ASSIGNMENT:
With the pictures excluded, repeat every entry exactly.

EXCERPTED DATA:
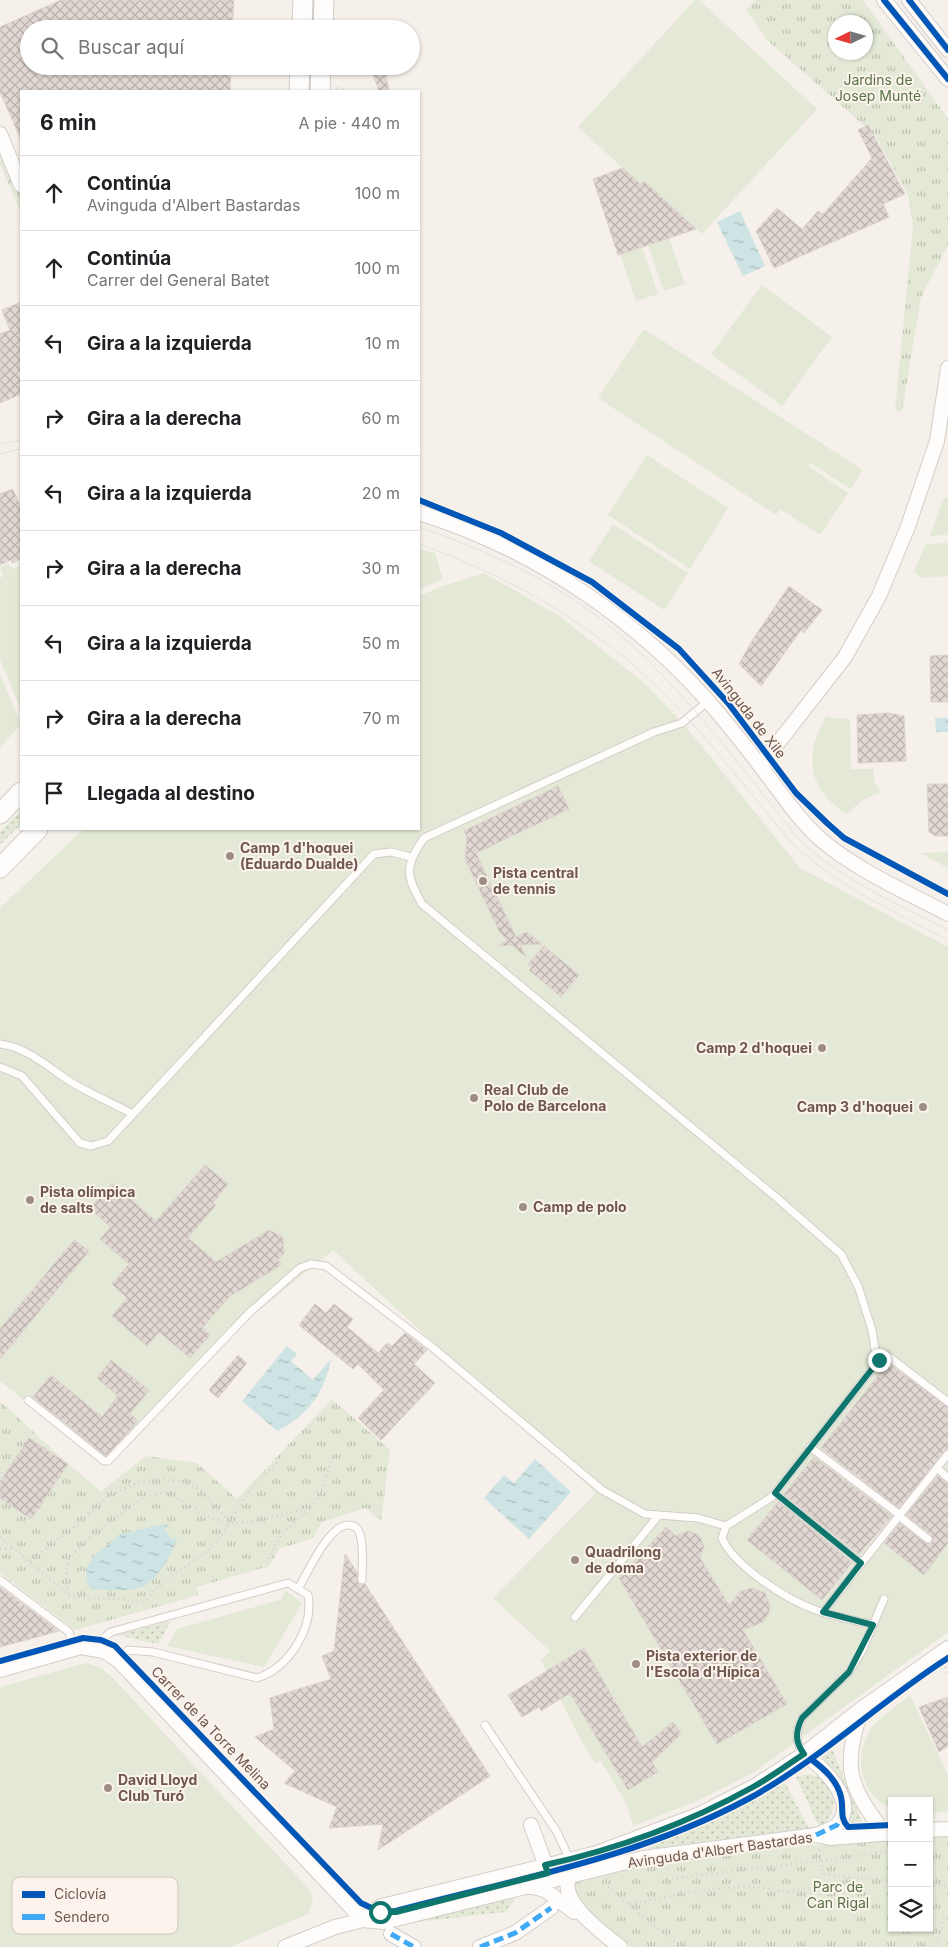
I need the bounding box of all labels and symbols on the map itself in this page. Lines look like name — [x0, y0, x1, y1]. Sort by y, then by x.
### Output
north arrow — [828, 15, 873, 60]
park label: Jardins de Josep Munté — [835, 71, 921, 104]
street label: Avinguda de Xile — [709, 664, 790, 762]
place label: Camp 1 d'hoquei (Eduardo Dualde) — [240, 839, 359, 872]
marker: Camp 1 d'hoquei (Eduardo Dualde) — [224, 850, 236, 862]
place label: Pista central de tennis — [493, 864, 578, 897]
marker: Pista central de tennis — [477, 875, 489, 887]
place label: Camp 2 d'hoquei — [696, 1039, 812, 1056]
marker: Camp 2 d'hoquei — [816, 1042, 828, 1054]
place label: Real Club de Polo de Barcelona — [484, 1081, 606, 1114]
marker: Real Club de Polo de Barcelona — [468, 1092, 480, 1104]
place label: Camp 3 d'hoquei — [797, 1098, 913, 1115]
marker: Camp 3 d'hoquei — [917, 1101, 929, 1113]
place label: Pista olímpica de salts — [40, 1183, 135, 1216]
marker: Pista olímpica de salts — [24, 1194, 36, 1206]
place label: Camp de polo — [533, 1198, 627, 1215]
marker: Camp de polo — [517, 1201, 529, 1213]
route end — [868, 1349, 891, 1372]
place label: Quadrilong de doma — [585, 1543, 661, 1576]
marker: Quadrilong de doma — [569, 1554, 581, 1566]
place label: Pista exterior de l'Escola d'Hípica — [646, 1647, 760, 1680]
marker: Pista exterior de l'Escola d'Hípica — [630, 1658, 642, 1670]
street label: Carrer de la Torre Melina — [148, 1663, 275, 1793]
place label: David Lloyd Club Turó — [118, 1771, 197, 1804]
marker: David Lloyd Club Turó — [102, 1782, 114, 1794]
street label: Avinguda d'Albert Bastardas — [626, 1828, 814, 1871]
legend — [12, 1877, 178, 1934]
park label: Parc de Can Rigal — [807, 1878, 869, 1911]
text: Ciclovía — [54, 1885, 106, 1902]
route start — [369, 1901, 392, 1924]
text: Sendero — [54, 1908, 110, 1925]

ANSWER TO THIS TASK:
I need the bounding box of all labels and symbols on the map itself in this page. Lines look like name — [x0, y0, x1, y1]. Sort by y, then by x.
### Output
north arrow — [828, 15, 873, 60]
park label: Jardins de Josep Munté — [835, 71, 921, 104]
street label: Avinguda de Xile — [709, 664, 790, 762]
place label: Camp 1 d'hoquei (Eduardo Dualde) — [240, 839, 359, 872]
marker: Camp 1 d'hoquei (Eduardo Dualde) — [224, 850, 236, 862]
place label: Pista central de tennis — [493, 864, 578, 897]
marker: Pista central de tennis — [477, 875, 489, 887]
place label: Camp 2 d'hoquei — [696, 1039, 812, 1056]
marker: Camp 2 d'hoquei — [816, 1042, 828, 1054]
place label: Real Club de Polo de Barcelona — [484, 1081, 606, 1114]
marker: Real Club de Polo de Barcelona — [468, 1092, 480, 1104]
place label: Camp 3 d'hoquei — [797, 1098, 913, 1115]
marker: Camp 3 d'hoquei — [917, 1101, 929, 1113]
place label: Pista olímpica de salts — [40, 1183, 135, 1216]
marker: Pista olímpica de salts — [24, 1194, 36, 1206]
place label: Camp de polo — [533, 1198, 627, 1215]
marker: Camp de polo — [517, 1201, 529, 1213]
route end — [868, 1349, 891, 1372]
place label: Quadrilong de doma — [585, 1543, 661, 1576]
marker: Quadrilong de doma — [569, 1554, 581, 1566]
place label: Pista exterior de l'Escola d'Hípica — [646, 1647, 760, 1680]
marker: Pista exterior de l'Escola d'Hípica — [630, 1658, 642, 1670]
street label: Carrer de la Torre Melina — [148, 1663, 275, 1793]
place label: David Lloyd Club Turó — [118, 1771, 197, 1804]
marker: David Lloyd Club Turó — [102, 1782, 114, 1794]
street label: Avinguda d'Albert Bastardas — [626, 1828, 814, 1871]
legend — [12, 1877, 178, 1934]
park label: Parc de Can Rigal — [807, 1878, 869, 1911]
text: Ciclovía — [54, 1885, 106, 1902]
route start — [369, 1901, 392, 1924]
text: Sendero — [54, 1908, 110, 1925]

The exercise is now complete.